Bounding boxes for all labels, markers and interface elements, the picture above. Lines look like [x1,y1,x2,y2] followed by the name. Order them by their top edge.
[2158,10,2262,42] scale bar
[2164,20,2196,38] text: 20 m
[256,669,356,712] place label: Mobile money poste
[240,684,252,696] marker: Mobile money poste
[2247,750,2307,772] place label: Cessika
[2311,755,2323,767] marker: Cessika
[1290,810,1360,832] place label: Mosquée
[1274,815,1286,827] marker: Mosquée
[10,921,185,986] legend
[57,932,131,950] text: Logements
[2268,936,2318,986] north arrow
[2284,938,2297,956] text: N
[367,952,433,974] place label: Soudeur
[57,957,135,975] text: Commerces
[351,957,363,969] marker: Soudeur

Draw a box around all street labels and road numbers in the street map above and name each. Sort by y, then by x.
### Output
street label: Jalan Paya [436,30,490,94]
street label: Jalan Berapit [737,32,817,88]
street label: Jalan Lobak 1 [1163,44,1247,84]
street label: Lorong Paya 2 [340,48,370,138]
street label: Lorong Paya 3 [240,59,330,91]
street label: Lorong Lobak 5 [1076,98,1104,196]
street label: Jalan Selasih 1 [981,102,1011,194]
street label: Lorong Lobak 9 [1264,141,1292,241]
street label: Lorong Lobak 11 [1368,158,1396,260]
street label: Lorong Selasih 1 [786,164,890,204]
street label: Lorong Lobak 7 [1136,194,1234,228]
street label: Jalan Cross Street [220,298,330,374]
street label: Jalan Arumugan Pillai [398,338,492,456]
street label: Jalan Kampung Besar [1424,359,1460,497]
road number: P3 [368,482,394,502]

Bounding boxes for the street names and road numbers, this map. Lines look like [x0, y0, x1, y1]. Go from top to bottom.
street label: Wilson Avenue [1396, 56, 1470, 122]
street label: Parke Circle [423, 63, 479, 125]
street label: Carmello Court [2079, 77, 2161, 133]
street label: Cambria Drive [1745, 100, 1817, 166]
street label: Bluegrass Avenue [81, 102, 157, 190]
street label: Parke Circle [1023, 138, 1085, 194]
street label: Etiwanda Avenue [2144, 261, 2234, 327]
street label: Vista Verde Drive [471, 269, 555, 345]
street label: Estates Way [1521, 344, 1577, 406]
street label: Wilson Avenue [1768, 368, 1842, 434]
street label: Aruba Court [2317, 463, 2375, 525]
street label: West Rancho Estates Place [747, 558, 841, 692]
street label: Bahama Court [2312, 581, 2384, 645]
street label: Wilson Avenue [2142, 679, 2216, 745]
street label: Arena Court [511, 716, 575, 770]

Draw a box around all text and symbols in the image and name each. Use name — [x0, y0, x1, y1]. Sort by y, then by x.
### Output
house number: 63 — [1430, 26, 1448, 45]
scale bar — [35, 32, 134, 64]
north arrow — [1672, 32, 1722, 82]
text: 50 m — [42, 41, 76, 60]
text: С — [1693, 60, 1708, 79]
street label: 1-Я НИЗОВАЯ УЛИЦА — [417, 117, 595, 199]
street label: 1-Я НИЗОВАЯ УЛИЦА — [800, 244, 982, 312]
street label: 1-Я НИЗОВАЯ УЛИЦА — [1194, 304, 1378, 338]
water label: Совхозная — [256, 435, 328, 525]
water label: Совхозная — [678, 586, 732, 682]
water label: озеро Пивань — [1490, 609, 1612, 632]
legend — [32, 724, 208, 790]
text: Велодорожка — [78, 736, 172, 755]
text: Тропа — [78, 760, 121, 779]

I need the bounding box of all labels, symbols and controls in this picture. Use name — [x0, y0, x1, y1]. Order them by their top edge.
# # # # # # #
Exercise instructions =>
Each line from the beginning of the entries to the line with "Draw a box around all street" must be repeated exactly, with both end lines kept and no other lines given.

Result of the task =>
Bounding boxes for all labels, markers and interface elements, the picture above. Lines look like [x1,y1,x2,y2] followed by the name. Order them by their top edge.
[2158,10,2262,42] scale bar
[2164,20,2196,38] text: 20 m
[256,669,356,712] place label: Mobile money poste
[240,684,252,696] marker: Mobile money poste
[2247,750,2307,772] place label: Cessika
[2311,755,2323,767] marker: Cessika
[1290,810,1360,832] place label: Mosquée
[1274,815,1286,827] marker: Mosquée
[10,921,185,986] legend
[57,932,131,950] text: Logements
[2268,936,2318,986] north arrow
[2284,938,2297,956] text: N
[367,952,433,974] place label: Soudeur
[57,957,135,975] text: Commerces
[351,957,363,969] marker: Soudeur

Draw a box around all street labels and road numbers in the street map above and name each. Sort by y, then by x.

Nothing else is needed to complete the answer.